Saved entries
══════

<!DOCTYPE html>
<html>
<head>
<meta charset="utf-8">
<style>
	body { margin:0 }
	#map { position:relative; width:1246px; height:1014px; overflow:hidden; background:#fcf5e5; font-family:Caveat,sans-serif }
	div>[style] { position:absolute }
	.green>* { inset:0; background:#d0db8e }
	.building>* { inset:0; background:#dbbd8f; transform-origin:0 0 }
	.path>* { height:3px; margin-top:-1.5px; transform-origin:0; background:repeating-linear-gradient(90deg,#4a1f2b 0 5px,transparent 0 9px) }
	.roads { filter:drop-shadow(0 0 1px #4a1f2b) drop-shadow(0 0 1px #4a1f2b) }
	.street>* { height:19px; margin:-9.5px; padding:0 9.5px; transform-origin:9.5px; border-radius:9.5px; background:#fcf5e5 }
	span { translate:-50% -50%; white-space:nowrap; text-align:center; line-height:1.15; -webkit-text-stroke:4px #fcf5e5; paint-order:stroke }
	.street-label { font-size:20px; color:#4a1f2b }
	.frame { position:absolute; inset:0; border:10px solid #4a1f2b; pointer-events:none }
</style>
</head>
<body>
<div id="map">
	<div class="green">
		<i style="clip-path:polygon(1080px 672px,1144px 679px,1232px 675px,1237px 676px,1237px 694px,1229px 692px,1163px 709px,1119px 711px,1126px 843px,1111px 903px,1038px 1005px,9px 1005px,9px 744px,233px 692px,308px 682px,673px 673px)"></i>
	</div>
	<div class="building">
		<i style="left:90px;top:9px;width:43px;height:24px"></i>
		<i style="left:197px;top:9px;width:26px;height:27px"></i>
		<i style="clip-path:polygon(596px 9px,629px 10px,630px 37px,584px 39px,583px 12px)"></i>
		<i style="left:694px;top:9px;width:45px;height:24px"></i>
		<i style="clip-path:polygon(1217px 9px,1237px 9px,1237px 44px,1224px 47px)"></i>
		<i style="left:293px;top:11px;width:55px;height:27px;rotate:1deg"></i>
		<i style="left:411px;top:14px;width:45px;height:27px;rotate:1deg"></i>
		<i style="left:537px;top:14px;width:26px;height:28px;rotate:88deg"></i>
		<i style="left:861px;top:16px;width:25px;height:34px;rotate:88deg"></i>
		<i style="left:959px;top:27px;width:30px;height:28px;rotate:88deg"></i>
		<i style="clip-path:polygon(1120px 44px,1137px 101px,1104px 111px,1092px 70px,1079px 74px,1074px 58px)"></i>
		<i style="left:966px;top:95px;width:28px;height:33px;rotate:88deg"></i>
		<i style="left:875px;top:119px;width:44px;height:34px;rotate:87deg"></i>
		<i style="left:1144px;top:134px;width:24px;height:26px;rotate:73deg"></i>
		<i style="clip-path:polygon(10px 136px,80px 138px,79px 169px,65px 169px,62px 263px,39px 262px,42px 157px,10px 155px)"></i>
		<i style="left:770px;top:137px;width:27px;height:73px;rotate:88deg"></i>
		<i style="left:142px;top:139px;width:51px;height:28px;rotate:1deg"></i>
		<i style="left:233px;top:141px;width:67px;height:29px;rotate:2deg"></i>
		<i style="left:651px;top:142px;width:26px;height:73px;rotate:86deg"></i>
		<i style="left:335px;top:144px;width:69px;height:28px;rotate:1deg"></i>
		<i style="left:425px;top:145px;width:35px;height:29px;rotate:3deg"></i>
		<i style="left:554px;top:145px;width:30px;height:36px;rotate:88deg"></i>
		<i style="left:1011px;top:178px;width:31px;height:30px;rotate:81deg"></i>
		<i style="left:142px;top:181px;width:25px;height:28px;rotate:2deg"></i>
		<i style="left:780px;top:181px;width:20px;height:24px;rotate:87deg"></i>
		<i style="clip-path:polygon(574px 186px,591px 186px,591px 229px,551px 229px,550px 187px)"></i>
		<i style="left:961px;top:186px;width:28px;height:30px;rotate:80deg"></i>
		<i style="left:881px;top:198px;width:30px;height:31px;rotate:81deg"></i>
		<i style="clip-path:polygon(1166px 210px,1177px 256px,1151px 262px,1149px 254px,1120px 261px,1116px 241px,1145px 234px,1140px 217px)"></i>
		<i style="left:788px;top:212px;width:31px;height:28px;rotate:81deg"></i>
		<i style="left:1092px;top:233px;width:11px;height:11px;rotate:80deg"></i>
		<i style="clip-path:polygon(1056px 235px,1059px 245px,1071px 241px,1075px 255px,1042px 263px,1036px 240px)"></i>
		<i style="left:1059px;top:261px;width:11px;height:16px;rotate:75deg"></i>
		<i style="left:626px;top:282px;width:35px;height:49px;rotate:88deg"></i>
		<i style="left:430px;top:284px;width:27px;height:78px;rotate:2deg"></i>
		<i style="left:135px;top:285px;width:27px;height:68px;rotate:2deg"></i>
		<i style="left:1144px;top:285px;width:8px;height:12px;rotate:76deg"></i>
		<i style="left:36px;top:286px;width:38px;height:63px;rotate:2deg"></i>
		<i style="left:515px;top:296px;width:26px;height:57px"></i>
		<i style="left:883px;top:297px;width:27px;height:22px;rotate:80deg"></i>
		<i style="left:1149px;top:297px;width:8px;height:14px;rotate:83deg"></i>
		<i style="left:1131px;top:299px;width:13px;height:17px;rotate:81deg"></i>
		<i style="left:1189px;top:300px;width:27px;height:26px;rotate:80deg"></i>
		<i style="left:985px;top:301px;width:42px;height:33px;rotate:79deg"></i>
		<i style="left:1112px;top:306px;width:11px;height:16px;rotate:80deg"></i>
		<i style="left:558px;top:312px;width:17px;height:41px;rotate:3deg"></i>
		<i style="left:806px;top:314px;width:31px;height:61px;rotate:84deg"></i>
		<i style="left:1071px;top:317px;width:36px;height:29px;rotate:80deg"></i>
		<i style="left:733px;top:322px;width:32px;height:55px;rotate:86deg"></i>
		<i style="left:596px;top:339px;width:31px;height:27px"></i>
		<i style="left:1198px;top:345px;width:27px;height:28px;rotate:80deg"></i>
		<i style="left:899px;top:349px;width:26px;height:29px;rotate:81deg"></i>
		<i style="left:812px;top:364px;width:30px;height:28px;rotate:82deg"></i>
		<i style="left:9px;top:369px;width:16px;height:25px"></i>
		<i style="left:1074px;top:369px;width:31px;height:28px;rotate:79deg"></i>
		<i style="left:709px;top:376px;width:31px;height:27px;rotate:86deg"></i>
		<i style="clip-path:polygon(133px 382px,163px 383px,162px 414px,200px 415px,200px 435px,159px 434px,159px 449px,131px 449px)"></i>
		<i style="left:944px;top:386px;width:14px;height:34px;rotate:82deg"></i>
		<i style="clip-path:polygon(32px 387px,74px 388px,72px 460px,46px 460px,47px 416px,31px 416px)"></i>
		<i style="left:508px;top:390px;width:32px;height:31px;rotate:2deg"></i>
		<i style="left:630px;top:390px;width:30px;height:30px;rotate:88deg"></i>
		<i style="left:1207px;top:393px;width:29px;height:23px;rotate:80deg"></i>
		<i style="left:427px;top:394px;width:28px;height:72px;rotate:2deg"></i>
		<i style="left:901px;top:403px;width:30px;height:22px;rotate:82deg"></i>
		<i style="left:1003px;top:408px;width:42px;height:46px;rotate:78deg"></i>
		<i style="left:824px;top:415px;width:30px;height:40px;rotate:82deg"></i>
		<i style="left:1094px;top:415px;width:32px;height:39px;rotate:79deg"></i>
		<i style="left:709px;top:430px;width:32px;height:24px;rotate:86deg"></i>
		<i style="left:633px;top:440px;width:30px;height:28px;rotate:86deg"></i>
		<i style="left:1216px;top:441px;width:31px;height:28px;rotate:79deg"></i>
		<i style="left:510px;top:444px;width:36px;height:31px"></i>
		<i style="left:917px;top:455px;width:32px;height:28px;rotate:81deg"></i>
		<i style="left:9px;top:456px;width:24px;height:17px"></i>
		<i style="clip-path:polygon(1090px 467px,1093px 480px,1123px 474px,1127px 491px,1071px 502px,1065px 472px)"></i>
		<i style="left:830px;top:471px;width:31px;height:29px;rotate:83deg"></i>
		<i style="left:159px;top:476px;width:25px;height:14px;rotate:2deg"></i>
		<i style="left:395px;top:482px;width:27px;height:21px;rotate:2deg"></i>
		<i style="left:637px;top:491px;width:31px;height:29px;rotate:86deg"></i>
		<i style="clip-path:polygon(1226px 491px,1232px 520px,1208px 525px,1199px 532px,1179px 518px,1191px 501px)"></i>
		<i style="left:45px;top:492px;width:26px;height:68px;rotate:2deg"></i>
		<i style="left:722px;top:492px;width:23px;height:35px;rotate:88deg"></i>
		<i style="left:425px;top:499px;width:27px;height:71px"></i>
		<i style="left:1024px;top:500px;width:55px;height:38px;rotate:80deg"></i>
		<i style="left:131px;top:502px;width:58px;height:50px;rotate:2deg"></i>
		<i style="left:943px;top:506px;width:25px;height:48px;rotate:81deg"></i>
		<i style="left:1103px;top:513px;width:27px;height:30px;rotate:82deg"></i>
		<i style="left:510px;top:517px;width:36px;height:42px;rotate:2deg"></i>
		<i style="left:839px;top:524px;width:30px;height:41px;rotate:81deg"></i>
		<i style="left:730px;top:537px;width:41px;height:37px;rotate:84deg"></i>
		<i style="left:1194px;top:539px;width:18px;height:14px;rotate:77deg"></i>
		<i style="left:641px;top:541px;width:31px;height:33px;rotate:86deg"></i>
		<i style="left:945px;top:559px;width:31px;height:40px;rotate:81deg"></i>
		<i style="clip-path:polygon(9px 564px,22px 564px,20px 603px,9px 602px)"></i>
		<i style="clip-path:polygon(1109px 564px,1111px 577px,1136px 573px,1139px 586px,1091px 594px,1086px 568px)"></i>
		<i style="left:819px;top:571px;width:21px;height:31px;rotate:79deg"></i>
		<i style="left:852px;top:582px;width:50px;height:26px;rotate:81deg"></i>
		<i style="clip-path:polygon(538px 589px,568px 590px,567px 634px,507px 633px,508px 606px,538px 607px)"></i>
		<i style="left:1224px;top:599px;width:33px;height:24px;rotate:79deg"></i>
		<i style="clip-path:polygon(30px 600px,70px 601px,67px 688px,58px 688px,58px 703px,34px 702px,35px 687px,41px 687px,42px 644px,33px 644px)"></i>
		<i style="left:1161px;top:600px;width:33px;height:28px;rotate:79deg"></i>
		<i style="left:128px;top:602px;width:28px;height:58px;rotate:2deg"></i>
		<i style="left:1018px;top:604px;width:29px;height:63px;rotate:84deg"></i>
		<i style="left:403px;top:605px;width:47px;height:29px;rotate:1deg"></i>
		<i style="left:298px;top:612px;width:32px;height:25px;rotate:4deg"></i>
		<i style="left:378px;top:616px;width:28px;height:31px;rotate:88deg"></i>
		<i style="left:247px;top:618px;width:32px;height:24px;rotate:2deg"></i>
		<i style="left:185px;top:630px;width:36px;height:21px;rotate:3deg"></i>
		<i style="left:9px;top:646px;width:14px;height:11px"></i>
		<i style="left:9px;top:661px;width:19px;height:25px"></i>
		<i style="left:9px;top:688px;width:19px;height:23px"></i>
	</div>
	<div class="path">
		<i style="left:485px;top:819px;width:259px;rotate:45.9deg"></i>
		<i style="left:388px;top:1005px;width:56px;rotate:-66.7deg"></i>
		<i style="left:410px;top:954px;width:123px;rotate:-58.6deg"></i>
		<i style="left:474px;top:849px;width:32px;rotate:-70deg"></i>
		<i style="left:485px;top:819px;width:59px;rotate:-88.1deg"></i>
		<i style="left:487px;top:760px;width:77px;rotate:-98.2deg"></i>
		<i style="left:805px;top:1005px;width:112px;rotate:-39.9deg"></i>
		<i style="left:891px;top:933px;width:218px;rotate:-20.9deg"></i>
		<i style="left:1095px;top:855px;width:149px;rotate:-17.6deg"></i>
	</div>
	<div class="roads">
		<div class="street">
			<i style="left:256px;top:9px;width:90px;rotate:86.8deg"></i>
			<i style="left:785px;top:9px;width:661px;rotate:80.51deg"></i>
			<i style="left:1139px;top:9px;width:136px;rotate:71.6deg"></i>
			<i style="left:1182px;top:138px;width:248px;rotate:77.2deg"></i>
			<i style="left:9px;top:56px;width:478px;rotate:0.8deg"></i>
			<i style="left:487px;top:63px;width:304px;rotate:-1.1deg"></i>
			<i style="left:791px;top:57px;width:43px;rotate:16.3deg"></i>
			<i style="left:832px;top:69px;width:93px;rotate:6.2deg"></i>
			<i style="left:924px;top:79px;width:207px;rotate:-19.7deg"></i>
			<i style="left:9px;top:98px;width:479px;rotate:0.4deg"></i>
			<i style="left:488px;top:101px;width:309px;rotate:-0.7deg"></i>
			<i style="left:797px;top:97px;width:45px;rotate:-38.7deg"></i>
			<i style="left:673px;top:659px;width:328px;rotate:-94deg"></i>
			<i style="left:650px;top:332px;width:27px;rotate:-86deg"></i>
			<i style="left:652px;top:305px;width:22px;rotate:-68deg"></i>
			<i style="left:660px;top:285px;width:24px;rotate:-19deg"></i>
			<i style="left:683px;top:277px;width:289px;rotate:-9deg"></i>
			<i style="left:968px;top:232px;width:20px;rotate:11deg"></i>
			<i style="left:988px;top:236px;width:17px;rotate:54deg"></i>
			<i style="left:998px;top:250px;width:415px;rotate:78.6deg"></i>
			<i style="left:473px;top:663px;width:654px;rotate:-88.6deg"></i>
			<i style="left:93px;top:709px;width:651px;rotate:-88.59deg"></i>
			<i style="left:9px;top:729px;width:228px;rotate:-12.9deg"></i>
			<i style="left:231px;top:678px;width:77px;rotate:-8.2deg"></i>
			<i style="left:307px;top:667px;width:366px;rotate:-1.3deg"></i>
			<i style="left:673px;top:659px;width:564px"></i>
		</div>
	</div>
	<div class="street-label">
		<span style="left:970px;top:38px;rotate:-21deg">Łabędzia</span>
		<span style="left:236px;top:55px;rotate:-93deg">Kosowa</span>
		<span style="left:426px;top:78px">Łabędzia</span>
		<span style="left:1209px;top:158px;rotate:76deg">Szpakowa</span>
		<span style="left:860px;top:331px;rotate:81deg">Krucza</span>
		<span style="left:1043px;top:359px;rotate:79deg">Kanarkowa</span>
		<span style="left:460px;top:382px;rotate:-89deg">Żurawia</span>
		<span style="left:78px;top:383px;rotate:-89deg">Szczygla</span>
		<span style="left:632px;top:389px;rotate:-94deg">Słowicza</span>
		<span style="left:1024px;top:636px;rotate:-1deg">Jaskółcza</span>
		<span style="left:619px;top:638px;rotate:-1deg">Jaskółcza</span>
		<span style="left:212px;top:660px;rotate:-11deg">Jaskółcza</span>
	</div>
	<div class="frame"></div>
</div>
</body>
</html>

══════

The reply should hold only the lines from the top of the records through the line that has "filter:drop-shadow(0 0 1px", each one exact.

• The completed task
<!DOCTYPE html>
<html>
<head>
<meta charset="utf-8">
<style>
	body { margin:0 }
	#map { position:relative; width:1246px; height:1014px; overflow:hidden; background:#fcf5e5; font-family:Caveat,sans-serif }
	div>[style] { position:absolute }
	.green>* { inset:0; background:#d0db8e }
	.building>* { inset:0; background:#dbbd8f; transform-origin:0 0 }
	.path>* { height:3px; margin-top:-1.5px; transform-origin:0; background:repeating-linear-gradient(90deg,#4a1f2b 0 5px,transparent 0 9px) }
	.roads { filter:drop-shadow(0 0 1px #4a1f2b) drop-shadow(0 0 1px #4a1f2b) }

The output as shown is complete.